ETA-VLA: Efficient Token Adaptation via Temporal Fusion and Intra-LLM Sparsification for Vision-Language-Action Models

arXiv cs.AI / 3/30/2026

💬 OpinionSignals & Early TrendsIdeas & Deep AnalysisModels & Research

Key Points

  • The paper proposes ETA-VLA, an efficient token adaptation method for Vision-Language-Action (VLA) models used in autonomous driving, targeting the heavy cost of incorporating historical multi-view frames.
  • ETA-VLA introduces the Intra-LLM Sparse Aggregator (ILSA), which uses text-guided scoring and temporal consistency to dynamically prune redundant visual tokens while keeping a representative subset for scene understanding.
  • The approach is motivated by how human drivers allocate attention, aiming to preserve temporal reasoning accuracy without incurring the quadratic self-attention overhead typical of large models.
  • Experiments on NAVSIM v2 show ETA-VLA matches state-of-the-art driving performance while cutting computational FLOPs by about 32%, and reports pruning 85% of visual tokens with a 61% FLOP reduction while retaining roughly 94% of the original accuracy.
  • Overall, the work demonstrates a practical efficiency–accuracy tradeoff that could make VLA-based driving systems more computationally feasible for real-time inference.

Abstract

The integration of Vision-Language-Action (VLA) models into autonomous driving systems offers a unified framework for interpreting complex scenes and executing control commands.
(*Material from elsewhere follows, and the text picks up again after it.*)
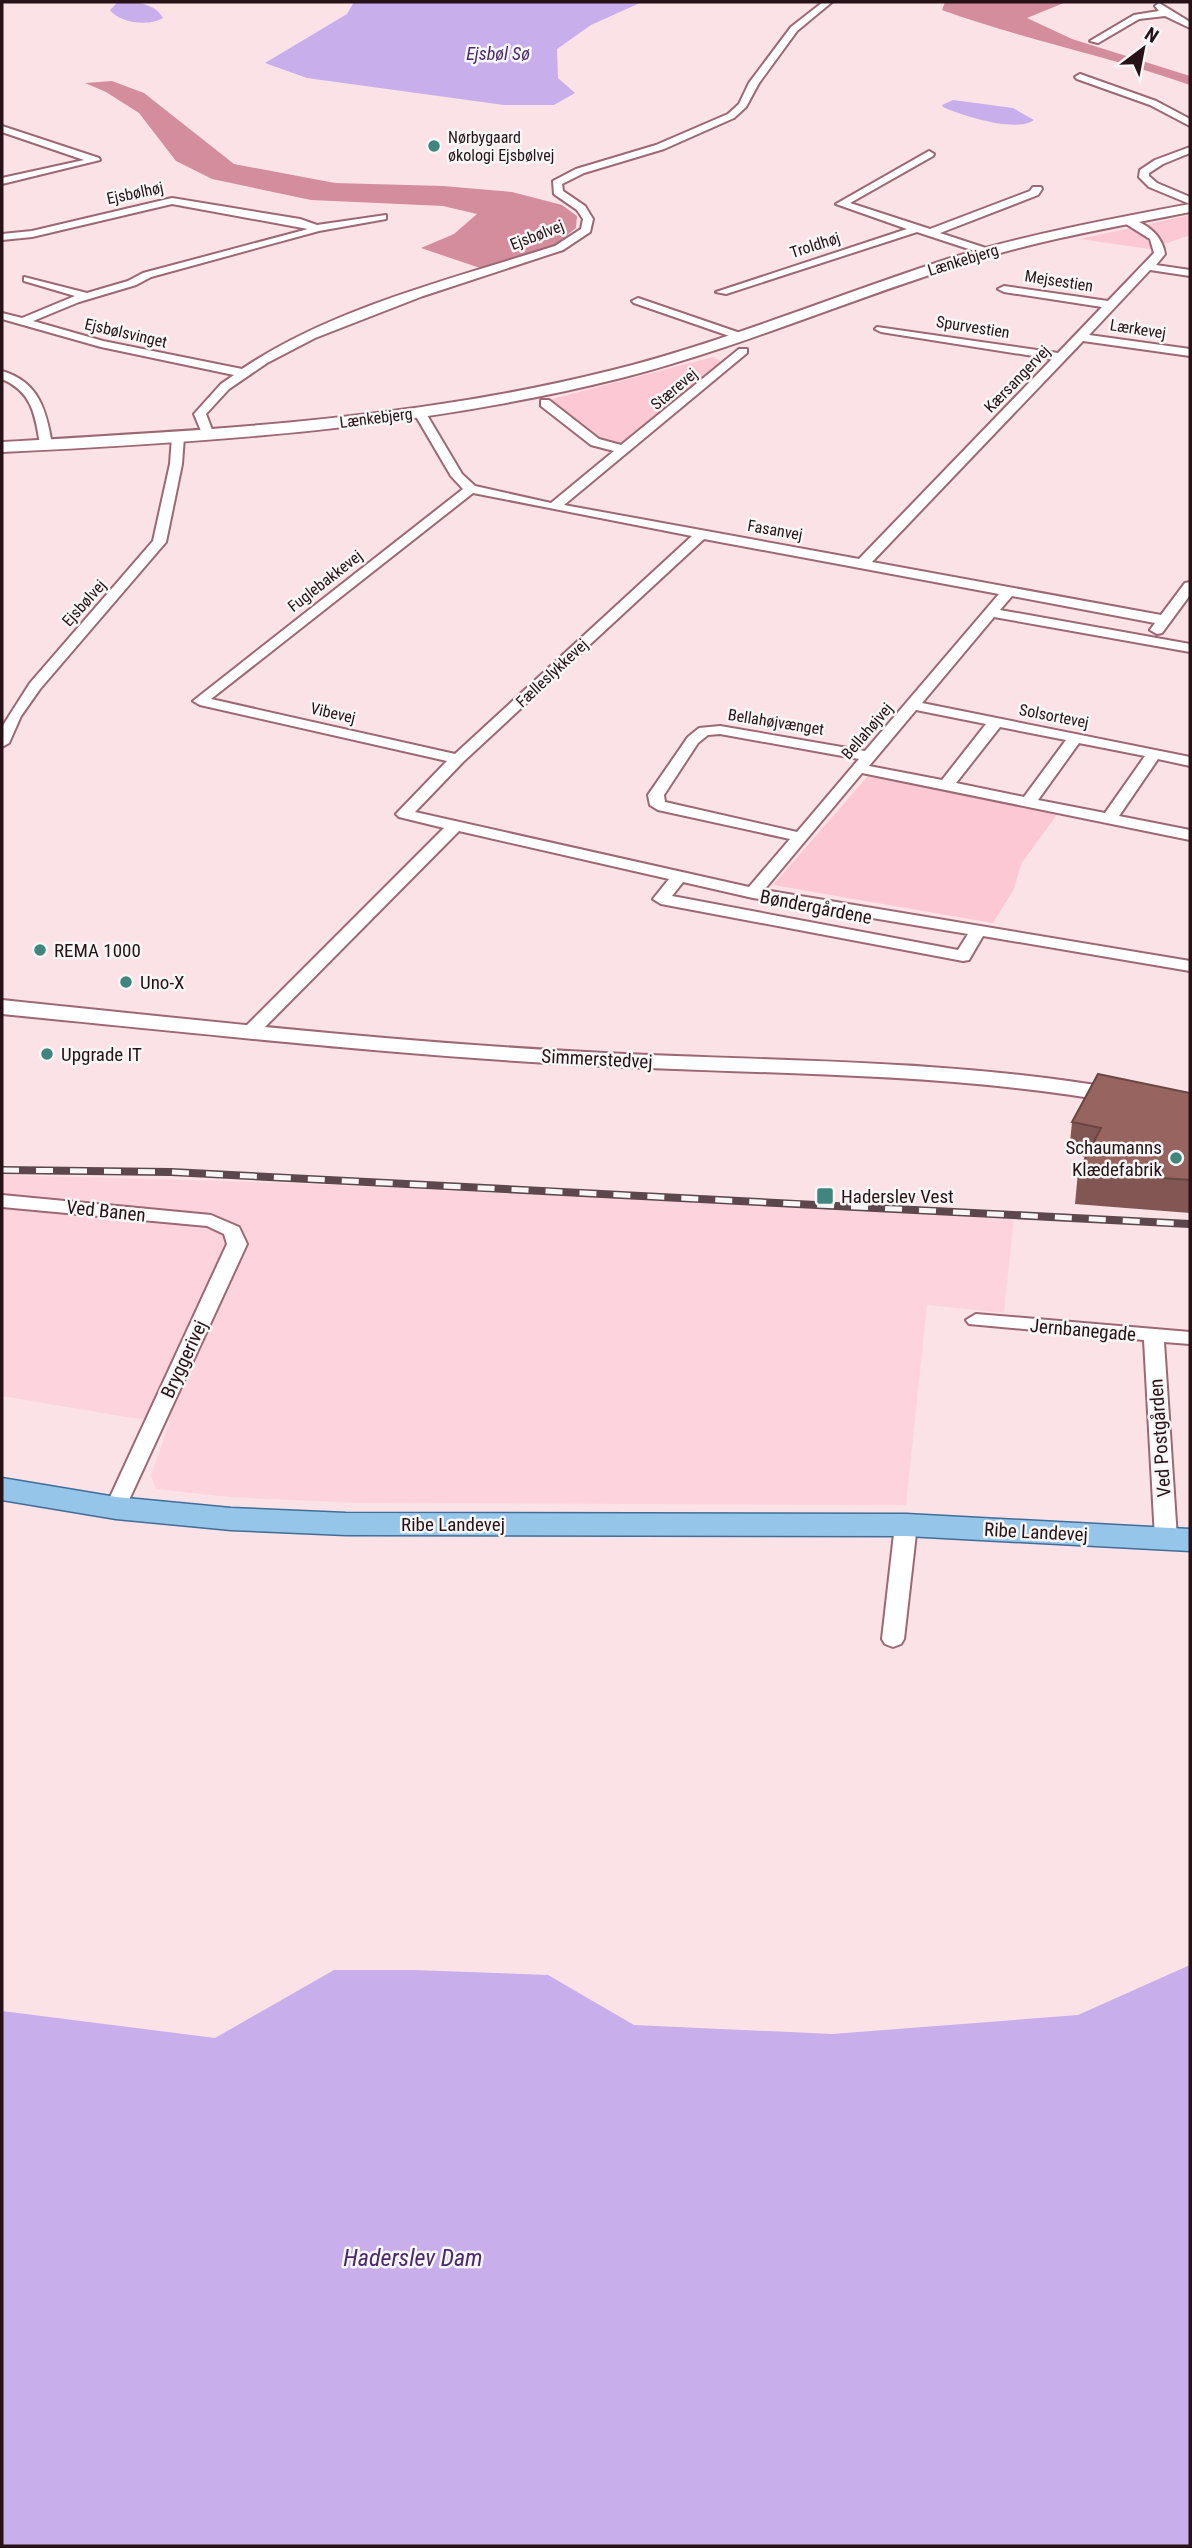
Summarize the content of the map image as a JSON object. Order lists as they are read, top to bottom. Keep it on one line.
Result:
{"streets":{"main road":["Ribe Landevej"],"street":["Ejsbølhøj","Ejsbølvej","Troldhøj","Lænkebjerg","Mejsestien","Spurvestien","Lærkevej","Ejsbølsvinget","Kærsangervej","Stærevej","Fasanvej","Fuglebakkevej","Fælleslykkevej","Vibevej","Solsortevej","Bellahøjvænget","Bellahøjvej","Bøndergårdene","Simmerstedvej","Ved Banen","Jernbanegade","Bryggerivej","Ved Postgården"]},"crossings":[["Ejsbølhøj","Ejsbølsvinget"],["Ejsbølvej","Lænkebjerg"],["Ejsbølvej","Ejsbølsvinget"],["Troldhøj","Lænkebjerg"],["Lænkebjerg","Stærevej"],["Mejsestien","Kærsangervej"],["Spurvestien","Kærsangervej"],["Lærkevej","Kærsangervej"],["Kærsangervej","Fasanvej"],["Stærevej","Fasanvej"],["Fasanvej","Fuglebakkevej"],["Fasanvej","Fælleslykkevej"],["Fasanvej","Bellahøjvej"],["Fuglebakkevej","Vibevej"],["Fælleslykkevej","Vibevej"],["Fælleslykkevej","Bøndergårdene"],["Solsortevej","Bellahøjvej"],["Bellahøjvænget","Bellahøjvej"],["Bellahøjvej","Bøndergårdene"],["Ved Banen","Bryggerivej"],["Jernbanegade","Ved Postgården"],["Bryggerivej","Ribe Landevej"],["Ved Postgården","Ribe Landevej"]],"water":["Ejsbøl Sø","Haderslev Dam"],"places":{"other":["Nørbygaard økologi Ejsbølvej","REMA 1000","Uno-X","Upgrade IT","Schaumanns Klædefabrik"],"transit":["Haderslev Vest"]},"north":"top right"}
However, the necessity to incorporate historical multi-view frames for accurate temporal reasoning imposes a severe computational burden, primarily driven by the quadratic complexity of self-attention mechanisms in Large Language Models (LLMs). To alleviate this bottleneck, we propose ETA-VLA, an Efficient Token Adaptation framework for VLA models. ETA-VLA processes the past n frames of multi-view images and introduces a novel Intra-LLM Sparse Aggregator (ILSA). Drawing inspiration from human driver attention allocation, ILSA dynamically identifies and prunes redundant visual tokens guided by textual queries and temporal consistency. Specifically, we utilize a text-guided scoring mechanism alongside a diversity-preserving sparsification strategy to select a sparse subset of critical tokens, ensuring comprehensive awareness of the driving scene. Extensive experiments on the NAVSIM v2 demonstrate that ETA-VLA achieves driving performance comparable to state-of-the-art baselines while reducing computational FLOPs by approximately 32\%. Notably, our method prunes 85% of visual tokens and reduces inference FLOPs by 61\%, but still retaining 94% of the original accuracy on the NAVSIM v2 benchmark.